Finales
Muchos años después de la última visita, desgarbado y perdido en su altillo, el viejo saltó de la cama y se zambulló en la novela, cuyo final incierto lo había tenido a maltraer la última década. Endemoniado garabateó los últimos diálogos y enfiló hacia el punto final seguro de que -por fin- había dado con el cierre perfecto.
La madera de la puerta sonó entonces con violencia.
Él sabía que la muerte vendría a buscarlo justo en ese instante de inspiración. Infinidad de veces la había invocado con desesperación para que se lo llevara en medio de las noches de whisky y soledad. Pero ella era perversa y eligió ese momento de adrenalina, en que el argumento fluía solo, para llevárselo.
- Ni se te ocurra...- gritó el viejo.
Los hijos, en el piso de abajo, empezaron a temer por la salud del escritor pero preferían que esos gritos de delirio se calmaran solos en vez de ir a molestarlo con preguntas incómodas.
Lo dejaron solo
La muerte golpeaba cada vez con más fuerza y ya había trizaduras en la madera vieja. El escritor, ensimismado en el final, entendió que no llegaba, que la puerta iba a ceder antes de que plasmara el último párrafo. Entonces le propuso incluirla en el final del relato y así calmar su sed de protagonismo.

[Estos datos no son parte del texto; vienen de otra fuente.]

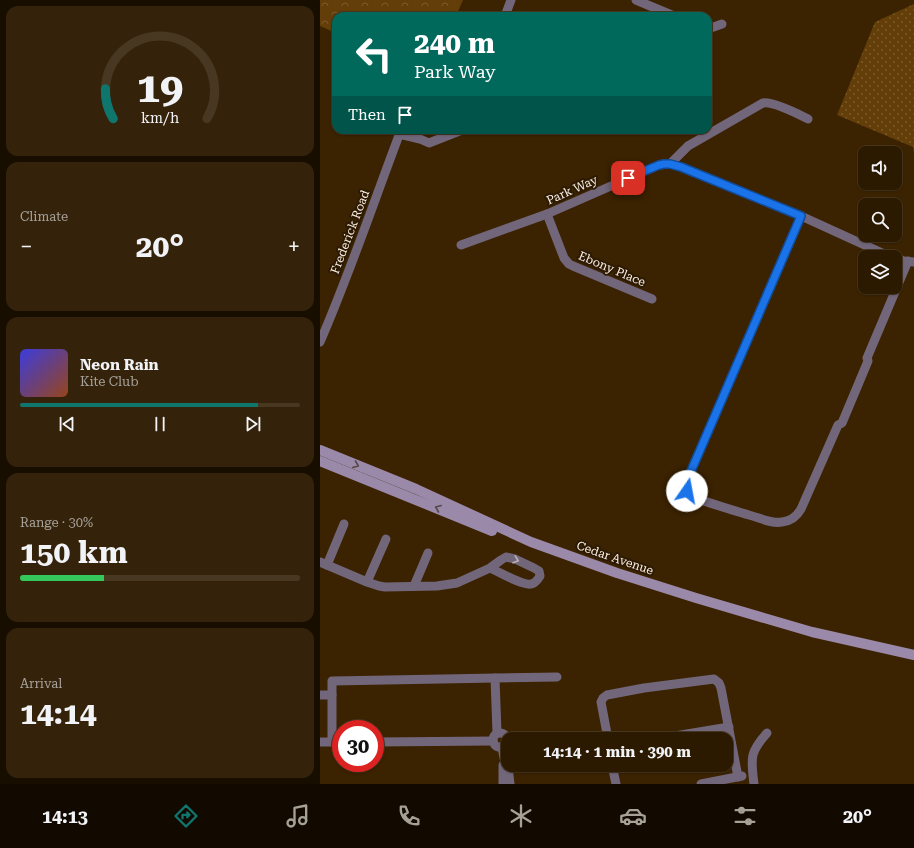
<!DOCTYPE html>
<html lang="en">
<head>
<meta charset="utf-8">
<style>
	body { margin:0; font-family:"Roboto Serif",serif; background:#34230a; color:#f1f3f6; height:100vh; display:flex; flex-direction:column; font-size:15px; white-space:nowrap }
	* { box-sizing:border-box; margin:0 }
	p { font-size:13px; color:#a6a199 }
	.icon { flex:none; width:22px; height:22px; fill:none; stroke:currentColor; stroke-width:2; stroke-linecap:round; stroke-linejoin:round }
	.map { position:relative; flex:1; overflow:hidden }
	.panel { display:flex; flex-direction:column; gap:6px; padding:6px; background:#180e00; width:320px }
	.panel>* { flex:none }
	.guide { position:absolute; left:12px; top:12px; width:380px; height:122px; border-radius:12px; box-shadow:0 1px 3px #0004,0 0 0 1px #483822; background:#00695c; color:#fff; overflow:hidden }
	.controls { position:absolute; left:538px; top:146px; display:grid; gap:8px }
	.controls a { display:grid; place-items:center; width:44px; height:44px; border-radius:8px; background:#2c1a00; box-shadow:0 1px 3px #0004,0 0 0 1px #483822; font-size:20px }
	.speed { position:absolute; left:12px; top:720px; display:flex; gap:8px; font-size:20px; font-weight:700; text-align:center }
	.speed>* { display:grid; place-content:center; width:52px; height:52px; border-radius:50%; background:#2c1a00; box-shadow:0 1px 3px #0004,0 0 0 1px #483822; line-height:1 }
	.speed .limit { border:6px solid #d22; background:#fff; color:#111 }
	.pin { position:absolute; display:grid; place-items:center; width:34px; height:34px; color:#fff; margin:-17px; border-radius:8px; box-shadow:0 2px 6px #0006 }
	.me { position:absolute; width:44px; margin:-22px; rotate:12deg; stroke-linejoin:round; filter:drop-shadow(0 0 3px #0008) }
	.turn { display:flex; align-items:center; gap:14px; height:84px; padding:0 16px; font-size:18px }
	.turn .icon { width:52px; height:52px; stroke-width:2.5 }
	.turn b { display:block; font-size:28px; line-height:34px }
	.then { display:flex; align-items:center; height:38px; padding:0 16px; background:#0003; gap:8px; font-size:15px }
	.big { font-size:30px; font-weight:700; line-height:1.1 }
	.panel .tile { flex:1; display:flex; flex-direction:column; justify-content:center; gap:6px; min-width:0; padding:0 14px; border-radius:12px; background:#34230a }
	.panel .dial { align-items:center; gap:0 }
	.dial svg { height:104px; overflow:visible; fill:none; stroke:#483822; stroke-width:7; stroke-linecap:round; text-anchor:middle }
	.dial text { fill:#f1f3f6; stroke:none }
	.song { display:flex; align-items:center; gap:12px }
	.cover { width:48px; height:48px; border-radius:6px; background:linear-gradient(135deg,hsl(240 70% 55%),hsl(20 70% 35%)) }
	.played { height:4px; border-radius:2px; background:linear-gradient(90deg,#0f766e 85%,#483822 85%) }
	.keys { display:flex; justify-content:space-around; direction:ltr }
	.heat { display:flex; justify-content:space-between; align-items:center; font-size:22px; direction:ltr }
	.charge { height:6px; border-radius:3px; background:linear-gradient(90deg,#34c759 30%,#483822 0) }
	.trip { position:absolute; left:181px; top:732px; width:232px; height:40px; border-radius:12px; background:#2c1a00; box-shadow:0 1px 3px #0004,0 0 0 1px #483822; font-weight:700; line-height:40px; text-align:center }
	.tabs { display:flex; height:64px; justify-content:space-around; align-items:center; background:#120a00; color:#a6a199 }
	.tabs .icon { width:28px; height:28px }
	.tabs .on { color:#0f766e }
	.tabs b { font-size:18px; color:#f1f3f6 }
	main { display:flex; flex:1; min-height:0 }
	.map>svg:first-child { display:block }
</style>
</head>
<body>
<main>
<section class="panel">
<div class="tile dial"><svg viewBox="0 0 100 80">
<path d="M14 69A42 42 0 1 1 86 69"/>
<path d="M14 69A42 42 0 0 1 8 46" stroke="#0f766e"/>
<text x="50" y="56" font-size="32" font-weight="700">19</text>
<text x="50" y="72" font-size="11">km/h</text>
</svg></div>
<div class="tile"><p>Climate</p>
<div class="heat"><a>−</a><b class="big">20°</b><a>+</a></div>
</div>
<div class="tile">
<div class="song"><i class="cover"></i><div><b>Neon Rain</b><p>Kite Club</p></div></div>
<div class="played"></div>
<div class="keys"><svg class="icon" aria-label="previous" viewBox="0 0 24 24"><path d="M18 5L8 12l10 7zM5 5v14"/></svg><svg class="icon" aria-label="pause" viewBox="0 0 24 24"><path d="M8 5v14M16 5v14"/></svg><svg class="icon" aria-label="next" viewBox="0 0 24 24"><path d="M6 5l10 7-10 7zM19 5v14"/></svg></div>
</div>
<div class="tile"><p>Range · 30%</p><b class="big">150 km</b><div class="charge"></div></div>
<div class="tile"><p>Arrival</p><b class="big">14:14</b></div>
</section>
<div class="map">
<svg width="594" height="784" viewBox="0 0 594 784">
	<defs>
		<pattern id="green-dots" width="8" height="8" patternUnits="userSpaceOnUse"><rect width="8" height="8" fill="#633e09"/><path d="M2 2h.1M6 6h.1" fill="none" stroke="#7a5a2d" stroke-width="1.8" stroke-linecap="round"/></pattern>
		<pattern id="forest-crowns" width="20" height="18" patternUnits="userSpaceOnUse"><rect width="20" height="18" fill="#633e09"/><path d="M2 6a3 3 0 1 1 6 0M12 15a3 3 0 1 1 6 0" fill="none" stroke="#7a5a2d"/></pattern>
	</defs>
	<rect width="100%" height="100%" fill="#3b2200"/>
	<polygon fill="url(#green-dots)" points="594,4 594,154 593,147 517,115 555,22"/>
	<polygon fill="url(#forest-crowns)" points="0,0 143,0 136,16 16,16 16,33 0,26"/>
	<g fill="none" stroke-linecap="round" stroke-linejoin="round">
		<g stroke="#71667a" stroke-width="9">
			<polyline points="316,0 354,16"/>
			<polyline points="185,16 191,0"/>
			<polyline points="388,29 402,24"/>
			<polyline points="79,134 100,139 109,143 142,130"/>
			<path d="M350,164l18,-18 75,-43c10,-2 35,11 45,16"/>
			<polyline points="227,214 244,258 249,264 253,266 332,299"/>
			<path d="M481,216l-113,262c-2,7 -3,13 3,18 19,8 39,13 58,19 11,3 23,9 33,7 10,-1 15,-6 19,-13l37,-84 4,-2 26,-62 -1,-3 41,-97"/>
			<polyline points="141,245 227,214 339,165 350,164 361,167 481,216 571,257"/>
			<polyline points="575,258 584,261 594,262"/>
			<path d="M0,342c30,-69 54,-141 81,-212"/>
			<path d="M0,562l47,20 12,4 6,1 52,-1 20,-3 33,-15 11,-8 5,-3 9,2 19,9 5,3 1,5c-2,3 -4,7 -9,8 -8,2 -32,-12 -41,-16"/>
			<polyline points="7,565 24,524"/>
			<polyline points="47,582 66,539"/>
			<polyline points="94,586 108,553"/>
			<polyline points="175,678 177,733"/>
			<polyline points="0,695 12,695"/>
			<circle cx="180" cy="740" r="7"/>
			<polyline points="205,739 247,737"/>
			<polyline points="288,739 281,702 283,698 287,695 324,688 394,679 399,683 401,688 418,777"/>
			<polyline points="337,739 409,727"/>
			<polyline points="0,742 21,742"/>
			<polyline points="12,742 12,681 237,677"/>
			<polyline points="55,742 173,741"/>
			<polyline points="182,747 184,758 188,767 190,784"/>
			<polyline points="292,765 296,784"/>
			<polyline points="183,784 183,765"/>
			<polyline points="381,784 422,776"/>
			<path d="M434,784c-3,-25 -5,-31 13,-51"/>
		</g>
		<g stroke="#9b89a9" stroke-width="10">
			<polyline points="0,450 96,489 211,542 297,573 376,598 492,632 594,655"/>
			<polyline points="0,461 172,531"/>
		</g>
	</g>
	<defs><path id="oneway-chevron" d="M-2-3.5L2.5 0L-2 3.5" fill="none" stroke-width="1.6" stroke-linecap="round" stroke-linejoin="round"/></defs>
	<g stroke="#584646">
		<use href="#oneway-chevron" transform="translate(36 465) rotate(22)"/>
		<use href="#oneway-chevron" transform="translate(118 508) rotate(-158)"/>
	</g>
	<use stroke="#beb2b4" href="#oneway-chevron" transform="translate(196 560) rotate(19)"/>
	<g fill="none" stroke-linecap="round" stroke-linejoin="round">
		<defs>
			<polyline id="route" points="308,178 339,165 344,164 350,164 361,167 481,216 368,478 366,483 367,491"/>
		</defs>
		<use href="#route" stroke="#114b97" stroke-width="10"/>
		<use href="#route" stroke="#1a73e8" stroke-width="7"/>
	</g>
	<g text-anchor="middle" stroke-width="4" stroke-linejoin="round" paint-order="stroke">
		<g font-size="12" fill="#fdf1e3" stroke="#2c1a04">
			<text transform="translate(252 190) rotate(-24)" y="4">Park Way</text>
			<text transform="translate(30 232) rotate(-69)" y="4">Frederick Road</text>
			<text transform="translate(292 269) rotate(23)" y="4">Ebony Place</text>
			<text transform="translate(295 558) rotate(19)" y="4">Cedar Avenue</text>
		</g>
	</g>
</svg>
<div class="controls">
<a><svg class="icon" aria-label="sound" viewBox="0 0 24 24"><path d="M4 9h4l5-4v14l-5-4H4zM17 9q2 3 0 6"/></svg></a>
<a><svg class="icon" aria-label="search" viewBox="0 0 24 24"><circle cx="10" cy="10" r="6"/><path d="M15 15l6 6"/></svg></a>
<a><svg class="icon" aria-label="layers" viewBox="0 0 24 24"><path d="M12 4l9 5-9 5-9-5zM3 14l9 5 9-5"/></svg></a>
</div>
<div class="speed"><div class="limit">30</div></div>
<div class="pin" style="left:308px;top:178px;background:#d93025"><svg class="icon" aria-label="arrive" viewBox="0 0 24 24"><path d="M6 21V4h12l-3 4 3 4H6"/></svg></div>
<svg class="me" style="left:367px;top:491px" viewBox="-20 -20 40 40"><circle r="19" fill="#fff"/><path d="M0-13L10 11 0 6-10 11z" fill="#1a73e8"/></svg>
<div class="trip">14:14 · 1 min · 390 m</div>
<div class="guide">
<div class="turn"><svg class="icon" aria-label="left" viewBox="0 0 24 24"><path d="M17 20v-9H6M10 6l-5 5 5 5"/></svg><div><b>240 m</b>Park Way</div></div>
<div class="then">Then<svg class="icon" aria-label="arrive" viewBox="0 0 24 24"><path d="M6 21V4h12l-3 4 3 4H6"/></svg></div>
</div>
</div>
</main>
<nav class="tabs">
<b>14:13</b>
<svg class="icon on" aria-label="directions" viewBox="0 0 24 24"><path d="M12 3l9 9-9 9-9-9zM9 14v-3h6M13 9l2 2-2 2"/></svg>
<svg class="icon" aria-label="music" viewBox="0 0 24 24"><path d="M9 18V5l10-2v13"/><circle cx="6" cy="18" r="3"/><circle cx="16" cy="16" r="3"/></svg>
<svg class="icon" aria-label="phone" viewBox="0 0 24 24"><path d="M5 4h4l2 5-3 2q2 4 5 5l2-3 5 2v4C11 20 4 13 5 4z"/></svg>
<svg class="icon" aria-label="climate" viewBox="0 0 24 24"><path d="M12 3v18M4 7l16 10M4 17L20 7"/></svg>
<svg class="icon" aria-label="car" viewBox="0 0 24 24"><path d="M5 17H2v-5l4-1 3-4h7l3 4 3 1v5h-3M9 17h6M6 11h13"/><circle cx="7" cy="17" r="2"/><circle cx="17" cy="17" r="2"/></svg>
<svg class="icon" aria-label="filters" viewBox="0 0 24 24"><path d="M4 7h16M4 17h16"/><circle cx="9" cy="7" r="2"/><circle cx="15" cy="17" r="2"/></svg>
<b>20°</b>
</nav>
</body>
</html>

Los golpes se detuvieron. El viejo respiró y le balbuceó un par de ideas donde la muerte hacía su entrada triunfal. No había respuesta, pero eso ya era un paso adelante. Con timidez, sacrificando la inspiración que lo había arrebatado minutos antes, incluyó a su nuevo personaje dándole a la novela un final respetable, pero no genial.
El silencio continuaba detrás de la puerta.
La tristeza lo invadió hasta el límite, terminó el whisky viejo y un fuerte dolor en el pecho le paralizó el cuerpo entero. Cerró los ojos.
Los hijos se calmaron ante el inesperado silencio y decidieron ir a caminar al campo -en medio del otoño incipiente- para dejarlo tranquilo. Unos metros más allá encontraron a una anciana perdida. Le indicaron cómo llegar a la estación de trenes tomando el sendero de los álamos. La vieron partir apurada, y con flores silvestres ya marchitas en la mano.
Empezaba el frío de la penumbra. A lo lejos ya se escuchaba el quejoso tren de las nueve.